All in all, its expertise in digitizing the oilfield could give Baker Hughes a long-term leg up on its main rivals, HAL and SLB. BHI shares currently trade for a forward P/E of 12.5. But that amount doesn’t truly take into account the digital oilfields potential on BHI’s future bottom line.

Cisco Systems

That’s right, Cisco Systems (CSCO). I know this may be a stretch for some investors, but the tech stalwart is becoming a huge player in data management and wireless networking solutions for the modern oil field.

CSCO’s First Mile Wireless for Drilling (FMWD) solution is becoming the standard IP protocol at many wells, allowing for communication between field and office workers as well as full automation of well activities. Cisco also provides a whole suite of security software for drilling rigs.

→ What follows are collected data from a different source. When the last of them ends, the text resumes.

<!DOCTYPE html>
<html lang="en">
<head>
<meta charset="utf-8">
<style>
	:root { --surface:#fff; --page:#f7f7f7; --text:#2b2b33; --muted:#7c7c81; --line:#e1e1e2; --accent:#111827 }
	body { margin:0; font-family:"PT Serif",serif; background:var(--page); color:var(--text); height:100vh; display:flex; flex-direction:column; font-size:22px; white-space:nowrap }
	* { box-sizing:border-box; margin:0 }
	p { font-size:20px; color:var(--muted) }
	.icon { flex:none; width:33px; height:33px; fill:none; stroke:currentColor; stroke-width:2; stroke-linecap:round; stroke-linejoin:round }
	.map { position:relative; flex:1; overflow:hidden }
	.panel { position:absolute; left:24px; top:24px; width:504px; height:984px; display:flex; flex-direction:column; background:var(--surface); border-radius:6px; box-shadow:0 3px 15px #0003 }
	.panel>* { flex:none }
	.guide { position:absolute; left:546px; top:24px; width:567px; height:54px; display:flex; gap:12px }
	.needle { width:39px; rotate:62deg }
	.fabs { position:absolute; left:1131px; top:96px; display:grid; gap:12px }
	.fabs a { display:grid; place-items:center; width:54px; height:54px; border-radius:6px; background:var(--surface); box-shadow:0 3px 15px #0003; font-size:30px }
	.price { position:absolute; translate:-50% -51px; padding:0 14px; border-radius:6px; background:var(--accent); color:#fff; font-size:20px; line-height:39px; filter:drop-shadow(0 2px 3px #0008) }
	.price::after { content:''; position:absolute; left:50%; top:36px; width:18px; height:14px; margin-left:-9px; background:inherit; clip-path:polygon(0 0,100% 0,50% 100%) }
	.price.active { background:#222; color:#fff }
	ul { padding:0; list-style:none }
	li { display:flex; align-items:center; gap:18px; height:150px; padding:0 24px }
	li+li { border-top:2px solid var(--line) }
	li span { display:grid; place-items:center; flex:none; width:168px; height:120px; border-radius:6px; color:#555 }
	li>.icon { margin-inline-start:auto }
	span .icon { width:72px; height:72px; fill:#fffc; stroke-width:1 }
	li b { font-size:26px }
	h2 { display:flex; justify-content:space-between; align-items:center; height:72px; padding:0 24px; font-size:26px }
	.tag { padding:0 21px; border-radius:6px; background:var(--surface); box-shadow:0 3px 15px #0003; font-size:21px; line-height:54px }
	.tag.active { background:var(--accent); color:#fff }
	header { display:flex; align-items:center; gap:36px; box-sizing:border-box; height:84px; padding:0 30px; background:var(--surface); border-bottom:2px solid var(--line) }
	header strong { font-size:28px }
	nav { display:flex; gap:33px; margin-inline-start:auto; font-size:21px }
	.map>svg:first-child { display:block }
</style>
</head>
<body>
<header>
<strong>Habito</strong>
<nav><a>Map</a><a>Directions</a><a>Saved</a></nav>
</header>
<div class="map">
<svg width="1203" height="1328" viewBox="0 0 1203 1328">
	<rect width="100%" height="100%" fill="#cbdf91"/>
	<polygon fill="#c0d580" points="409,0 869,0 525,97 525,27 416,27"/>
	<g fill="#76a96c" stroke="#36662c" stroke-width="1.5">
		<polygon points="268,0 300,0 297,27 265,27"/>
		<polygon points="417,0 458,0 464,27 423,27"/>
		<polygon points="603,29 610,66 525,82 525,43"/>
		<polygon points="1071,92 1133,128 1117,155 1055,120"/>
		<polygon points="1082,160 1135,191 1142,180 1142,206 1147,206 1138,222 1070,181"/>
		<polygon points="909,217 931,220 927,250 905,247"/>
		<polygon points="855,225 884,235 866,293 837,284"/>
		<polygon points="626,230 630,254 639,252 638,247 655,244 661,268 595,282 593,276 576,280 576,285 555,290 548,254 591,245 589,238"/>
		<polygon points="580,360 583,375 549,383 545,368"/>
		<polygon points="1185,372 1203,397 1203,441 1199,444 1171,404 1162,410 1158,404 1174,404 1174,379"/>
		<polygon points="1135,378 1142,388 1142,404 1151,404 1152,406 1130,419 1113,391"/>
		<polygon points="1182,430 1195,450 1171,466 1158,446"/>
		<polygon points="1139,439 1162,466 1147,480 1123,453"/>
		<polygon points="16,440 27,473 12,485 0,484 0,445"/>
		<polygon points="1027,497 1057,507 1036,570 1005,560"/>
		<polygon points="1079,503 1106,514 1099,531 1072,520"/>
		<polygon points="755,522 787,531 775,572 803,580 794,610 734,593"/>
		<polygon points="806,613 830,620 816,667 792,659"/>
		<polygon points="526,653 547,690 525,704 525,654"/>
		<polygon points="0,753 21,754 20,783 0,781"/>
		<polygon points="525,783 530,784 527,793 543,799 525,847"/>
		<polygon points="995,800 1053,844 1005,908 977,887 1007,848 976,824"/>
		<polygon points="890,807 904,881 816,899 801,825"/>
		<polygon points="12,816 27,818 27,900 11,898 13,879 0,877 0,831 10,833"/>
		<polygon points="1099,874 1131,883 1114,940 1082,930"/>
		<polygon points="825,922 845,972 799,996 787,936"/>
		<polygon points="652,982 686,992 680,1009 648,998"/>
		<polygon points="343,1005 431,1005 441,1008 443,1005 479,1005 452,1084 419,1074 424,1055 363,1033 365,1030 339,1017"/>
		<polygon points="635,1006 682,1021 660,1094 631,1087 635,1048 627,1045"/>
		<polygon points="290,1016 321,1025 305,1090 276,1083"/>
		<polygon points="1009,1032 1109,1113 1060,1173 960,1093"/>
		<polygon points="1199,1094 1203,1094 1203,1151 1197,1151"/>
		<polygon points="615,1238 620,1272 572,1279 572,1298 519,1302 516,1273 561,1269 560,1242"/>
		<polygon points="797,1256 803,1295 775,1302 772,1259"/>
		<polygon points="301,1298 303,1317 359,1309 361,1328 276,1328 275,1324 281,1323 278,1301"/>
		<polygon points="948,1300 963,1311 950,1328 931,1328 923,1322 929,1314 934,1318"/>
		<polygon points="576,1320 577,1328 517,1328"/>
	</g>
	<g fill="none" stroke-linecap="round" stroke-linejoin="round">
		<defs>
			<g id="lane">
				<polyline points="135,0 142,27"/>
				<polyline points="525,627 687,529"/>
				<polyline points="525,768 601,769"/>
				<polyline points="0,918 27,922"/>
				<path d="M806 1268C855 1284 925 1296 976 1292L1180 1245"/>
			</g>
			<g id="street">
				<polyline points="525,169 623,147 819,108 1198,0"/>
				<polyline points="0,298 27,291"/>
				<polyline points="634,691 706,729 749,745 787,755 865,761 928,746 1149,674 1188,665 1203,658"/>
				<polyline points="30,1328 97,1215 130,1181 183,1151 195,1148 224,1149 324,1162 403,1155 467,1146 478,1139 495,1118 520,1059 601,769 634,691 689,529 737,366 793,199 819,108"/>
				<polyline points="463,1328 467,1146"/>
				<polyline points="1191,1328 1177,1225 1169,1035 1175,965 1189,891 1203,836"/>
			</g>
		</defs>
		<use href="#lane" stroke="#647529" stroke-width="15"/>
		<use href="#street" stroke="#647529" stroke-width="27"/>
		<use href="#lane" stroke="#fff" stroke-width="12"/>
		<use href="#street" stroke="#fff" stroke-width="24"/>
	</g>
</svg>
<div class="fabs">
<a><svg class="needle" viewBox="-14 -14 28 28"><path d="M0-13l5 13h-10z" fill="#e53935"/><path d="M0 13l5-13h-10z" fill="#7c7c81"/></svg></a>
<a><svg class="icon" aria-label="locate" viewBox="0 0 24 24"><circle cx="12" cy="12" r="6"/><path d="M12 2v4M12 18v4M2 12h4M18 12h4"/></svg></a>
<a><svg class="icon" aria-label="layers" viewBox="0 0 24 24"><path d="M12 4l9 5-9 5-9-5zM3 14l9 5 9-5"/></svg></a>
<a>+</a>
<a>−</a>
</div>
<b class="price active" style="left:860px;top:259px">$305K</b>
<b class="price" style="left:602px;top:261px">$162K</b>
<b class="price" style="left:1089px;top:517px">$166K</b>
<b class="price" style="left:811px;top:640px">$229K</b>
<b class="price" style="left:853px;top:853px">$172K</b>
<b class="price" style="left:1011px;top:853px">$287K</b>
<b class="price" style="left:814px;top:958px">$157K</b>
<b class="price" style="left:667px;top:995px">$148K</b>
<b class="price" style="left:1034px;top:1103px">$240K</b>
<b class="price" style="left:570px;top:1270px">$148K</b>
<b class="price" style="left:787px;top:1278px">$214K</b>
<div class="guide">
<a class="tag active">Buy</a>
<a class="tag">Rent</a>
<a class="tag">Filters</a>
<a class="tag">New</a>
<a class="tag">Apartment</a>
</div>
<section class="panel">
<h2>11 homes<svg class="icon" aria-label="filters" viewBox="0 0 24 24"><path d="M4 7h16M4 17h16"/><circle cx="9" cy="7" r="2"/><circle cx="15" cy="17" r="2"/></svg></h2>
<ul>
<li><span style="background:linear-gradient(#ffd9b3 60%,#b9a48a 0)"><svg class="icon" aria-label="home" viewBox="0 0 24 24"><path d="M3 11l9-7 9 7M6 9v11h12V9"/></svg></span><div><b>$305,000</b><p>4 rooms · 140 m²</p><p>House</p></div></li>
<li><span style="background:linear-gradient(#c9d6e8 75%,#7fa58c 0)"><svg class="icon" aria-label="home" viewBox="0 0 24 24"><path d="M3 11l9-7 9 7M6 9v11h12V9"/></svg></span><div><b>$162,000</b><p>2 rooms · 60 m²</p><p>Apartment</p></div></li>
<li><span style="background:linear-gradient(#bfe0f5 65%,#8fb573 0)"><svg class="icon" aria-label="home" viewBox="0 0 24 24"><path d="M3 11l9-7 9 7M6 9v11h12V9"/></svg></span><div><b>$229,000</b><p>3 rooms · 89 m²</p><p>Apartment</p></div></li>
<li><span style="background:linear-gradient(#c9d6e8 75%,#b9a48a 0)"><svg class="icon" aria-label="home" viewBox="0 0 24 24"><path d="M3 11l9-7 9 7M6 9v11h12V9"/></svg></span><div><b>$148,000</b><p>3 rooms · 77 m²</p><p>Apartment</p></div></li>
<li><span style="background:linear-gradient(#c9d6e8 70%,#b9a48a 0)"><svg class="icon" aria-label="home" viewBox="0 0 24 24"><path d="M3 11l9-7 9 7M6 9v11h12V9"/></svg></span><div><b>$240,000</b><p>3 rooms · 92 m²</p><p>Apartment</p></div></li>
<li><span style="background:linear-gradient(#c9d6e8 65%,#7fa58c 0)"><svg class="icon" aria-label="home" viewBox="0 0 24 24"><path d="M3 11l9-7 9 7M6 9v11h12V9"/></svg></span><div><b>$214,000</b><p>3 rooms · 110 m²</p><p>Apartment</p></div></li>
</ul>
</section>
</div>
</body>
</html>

Providing this huge necessity — creating the required wireless network that all of this data flows on — ultimately will be an enormous win for CSCO shareholders in the future. While oilfield services are still a small part of overall business mix, the growth in energy production around the world could be a nice new source of revenues for the company — something CSCO certainly needs help with after its latest earnings report.

With a 3.2% dividend yield and a cheap valuation, CSCO could be one of the secret stars in the oil patch.

As of this writing, Aaron Levitt did not hold a position in any of the aforementioned securities.